_EXERCISE:_ Set down the lines of the data exactly, starting at the first and stopping after the line containing "What data does".

Saved data entries
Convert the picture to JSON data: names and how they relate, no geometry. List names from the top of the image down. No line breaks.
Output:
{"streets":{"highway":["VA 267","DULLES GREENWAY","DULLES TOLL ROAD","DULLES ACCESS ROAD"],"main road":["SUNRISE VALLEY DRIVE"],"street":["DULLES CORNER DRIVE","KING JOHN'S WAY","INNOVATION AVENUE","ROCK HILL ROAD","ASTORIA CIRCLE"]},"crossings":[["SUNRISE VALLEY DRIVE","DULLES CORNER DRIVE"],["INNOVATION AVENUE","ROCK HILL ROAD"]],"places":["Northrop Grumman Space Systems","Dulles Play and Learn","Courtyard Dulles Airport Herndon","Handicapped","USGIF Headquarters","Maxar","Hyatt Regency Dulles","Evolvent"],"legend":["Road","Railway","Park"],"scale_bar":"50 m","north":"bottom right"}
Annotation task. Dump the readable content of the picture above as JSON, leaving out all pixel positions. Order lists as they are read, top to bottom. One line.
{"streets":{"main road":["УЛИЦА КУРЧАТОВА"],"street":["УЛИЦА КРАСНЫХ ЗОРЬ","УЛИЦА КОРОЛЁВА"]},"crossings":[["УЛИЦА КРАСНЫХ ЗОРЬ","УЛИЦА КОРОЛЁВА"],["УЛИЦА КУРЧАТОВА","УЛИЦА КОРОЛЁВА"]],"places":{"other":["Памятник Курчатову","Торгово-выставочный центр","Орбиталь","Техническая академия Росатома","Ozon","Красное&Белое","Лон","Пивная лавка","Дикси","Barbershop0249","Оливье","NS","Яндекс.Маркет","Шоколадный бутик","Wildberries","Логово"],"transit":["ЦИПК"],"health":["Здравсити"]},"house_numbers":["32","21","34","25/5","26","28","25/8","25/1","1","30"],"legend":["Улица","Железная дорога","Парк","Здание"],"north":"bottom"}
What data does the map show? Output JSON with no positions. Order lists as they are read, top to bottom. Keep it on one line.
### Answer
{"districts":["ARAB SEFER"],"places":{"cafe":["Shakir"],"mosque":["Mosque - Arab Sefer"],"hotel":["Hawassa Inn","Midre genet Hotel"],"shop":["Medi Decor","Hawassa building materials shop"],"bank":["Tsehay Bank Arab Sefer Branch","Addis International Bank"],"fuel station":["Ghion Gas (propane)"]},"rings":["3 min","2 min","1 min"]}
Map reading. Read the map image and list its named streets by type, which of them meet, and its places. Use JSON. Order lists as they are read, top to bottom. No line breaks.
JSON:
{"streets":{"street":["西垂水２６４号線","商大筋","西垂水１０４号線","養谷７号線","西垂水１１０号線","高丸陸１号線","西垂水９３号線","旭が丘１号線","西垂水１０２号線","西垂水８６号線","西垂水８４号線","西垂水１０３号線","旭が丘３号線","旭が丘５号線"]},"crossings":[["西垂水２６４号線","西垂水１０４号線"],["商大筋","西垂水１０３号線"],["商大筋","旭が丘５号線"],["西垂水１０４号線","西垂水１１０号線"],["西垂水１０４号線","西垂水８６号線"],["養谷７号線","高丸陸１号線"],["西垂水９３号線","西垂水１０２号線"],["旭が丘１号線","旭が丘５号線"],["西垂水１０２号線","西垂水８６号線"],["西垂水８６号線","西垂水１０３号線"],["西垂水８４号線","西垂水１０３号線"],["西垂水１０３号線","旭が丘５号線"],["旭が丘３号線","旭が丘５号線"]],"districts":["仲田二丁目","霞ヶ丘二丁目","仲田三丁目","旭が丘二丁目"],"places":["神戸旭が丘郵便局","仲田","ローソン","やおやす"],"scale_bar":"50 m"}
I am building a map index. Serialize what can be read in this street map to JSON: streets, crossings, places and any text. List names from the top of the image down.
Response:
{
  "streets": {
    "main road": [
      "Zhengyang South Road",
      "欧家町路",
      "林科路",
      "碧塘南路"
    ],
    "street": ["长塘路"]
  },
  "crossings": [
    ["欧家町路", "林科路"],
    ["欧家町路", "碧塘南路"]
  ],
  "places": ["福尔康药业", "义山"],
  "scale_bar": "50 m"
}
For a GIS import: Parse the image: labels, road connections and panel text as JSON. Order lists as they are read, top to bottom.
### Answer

_RESPONSE TO THIS TASK:_
Convert the picture to JSON data: names and how they relate, no geometry. List names from the top of the image down. No line breaks.
Output:
{"streets":{"highway":["VA 267","DULLES GREENWAY","DULLES TOLL ROAD","DULLES ACCESS ROAD"],"main road":["SUNRISE VALLEY DRIVE"],"street":["DULLES CORNER DRIVE","KING JOHN'S WAY","INNOVATION AVENUE","ROCK HILL ROAD","ASTORIA CIRCLE"]},"crossings":[["SUNRISE VALLEY DRIVE","DULLES CORNER DRIVE"],["INNOVATION AVENUE","ROCK HILL ROAD"]],"places":["Northrop Grumman Space Systems","Dulles Play and Learn","Courtyard Dulles Airport Herndon","Handicapped","USGIF Headquarters","Maxar","Hyatt Regency Dulles","Evolvent"],"legend":["Road","Railway","Park"],"scale_bar":"50 m","north":"bottom right"}
Annotation task. Dump the readable content of the picture above as JSON, leaving out all pixel positions. Order lists as they are read, top to bottom. One line.
{"streets":{"main road":["УЛИЦА КУРЧАТОВА"],"street":["УЛИЦА КРАСНЫХ ЗОРЬ","УЛИЦА КОРОЛЁВА"]},"crossings":[["УЛИЦА КРАСНЫХ ЗОРЬ","УЛИЦА КОРОЛЁВА"],["УЛИЦА КУРЧАТОВА","УЛИЦА КОРОЛЁВА"]],"places":{"other":["Памятник Курчатову","Торгово-выставочный центр","Орбиталь","Техническая академия Росатома","Ozon","Красное&Белое","Лон","Пивная лавка","Дикси","Barbershop0249","Оливье","NS","Яндекс.Маркет","Шоколадный бутик","Wildberries","Логово"],"transit":["ЦИПК"],"health":["Здравсити"]},"house_numbers":["32","21","34","25/5","26","28","25/8","25/1","1","30"],"legend":["Улица","Железная дорога","Парк","Здание"],"north":"bottom"}
What data does the map show? Output JSON with no positions. Order lists as they are read, top to bottom. Keep it on one line.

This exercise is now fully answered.